▶ _The input_:
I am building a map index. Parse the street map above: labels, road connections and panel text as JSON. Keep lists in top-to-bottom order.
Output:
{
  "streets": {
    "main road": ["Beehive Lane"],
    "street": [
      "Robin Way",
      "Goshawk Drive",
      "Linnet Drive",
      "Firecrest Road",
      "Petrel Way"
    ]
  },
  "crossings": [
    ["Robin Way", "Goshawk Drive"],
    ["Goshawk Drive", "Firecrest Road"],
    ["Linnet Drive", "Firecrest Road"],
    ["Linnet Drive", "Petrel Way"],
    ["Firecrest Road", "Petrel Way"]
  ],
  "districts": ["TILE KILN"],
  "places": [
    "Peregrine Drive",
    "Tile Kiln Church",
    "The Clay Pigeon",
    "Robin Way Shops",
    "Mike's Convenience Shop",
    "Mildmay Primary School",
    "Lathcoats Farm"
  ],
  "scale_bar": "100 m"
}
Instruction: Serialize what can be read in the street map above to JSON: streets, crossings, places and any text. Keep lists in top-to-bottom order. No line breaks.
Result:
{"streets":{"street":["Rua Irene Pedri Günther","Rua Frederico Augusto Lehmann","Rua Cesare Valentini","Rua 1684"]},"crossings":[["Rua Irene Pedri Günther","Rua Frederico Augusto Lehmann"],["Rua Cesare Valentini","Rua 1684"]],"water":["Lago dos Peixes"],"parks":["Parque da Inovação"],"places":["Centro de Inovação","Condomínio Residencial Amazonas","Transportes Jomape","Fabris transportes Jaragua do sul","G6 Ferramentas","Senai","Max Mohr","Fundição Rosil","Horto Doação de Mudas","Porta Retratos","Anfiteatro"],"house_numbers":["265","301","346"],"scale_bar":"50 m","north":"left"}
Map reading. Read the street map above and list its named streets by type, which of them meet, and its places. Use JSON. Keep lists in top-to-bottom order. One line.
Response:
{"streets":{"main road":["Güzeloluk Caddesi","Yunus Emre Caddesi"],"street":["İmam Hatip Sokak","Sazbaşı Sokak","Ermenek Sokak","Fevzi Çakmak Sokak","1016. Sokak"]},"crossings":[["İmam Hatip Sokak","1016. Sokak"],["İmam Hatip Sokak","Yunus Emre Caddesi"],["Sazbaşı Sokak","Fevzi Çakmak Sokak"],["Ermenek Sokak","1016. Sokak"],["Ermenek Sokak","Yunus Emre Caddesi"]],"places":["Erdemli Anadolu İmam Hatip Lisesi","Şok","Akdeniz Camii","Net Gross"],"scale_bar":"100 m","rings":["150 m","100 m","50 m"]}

▶ _Assignment_: When you reach the line in the material above that holds "Instruction: Serialize what", begin reproducing lines exactly, and stop after the line that holds "Map reading. Read".

▶ _Written answer_:
Instruction: Serialize what can be read in the street map above to JSON: streets, crossings, places and any text. Keep lists in top-to-bottom order. No line breaks.
Result:
{"streets":{"street":["Rua Irene Pedri Günther","Rua Frederico Augusto Lehmann","Rua Cesare Valentini","Rua 1684"]},"crossings":[["Rua Irene Pedri Günther","Rua Frederico Augusto Lehmann"],["Rua Cesare Valentini","Rua 1684"]],"water":["Lago dos Peixes"],"parks":["Parque da Inovação"],"places":["Centro de Inovação","Condomínio Residencial Amazonas","Transportes Jomape","Fabris transportes Jaragua do sul","G6 Ferramentas","Senai","Max Mohr","Fundição Rosil","Horto Doação de Mudas","Porta Retratos","Anfiteatro"],"house_numbers":["265","301","346"],"scale_bar":"50 m","north":"left"}
Map reading. Read the street map above and list its named streets by type, which of them meet, and its places. Use JSON. Keep lists in top-to-bottom order. One line.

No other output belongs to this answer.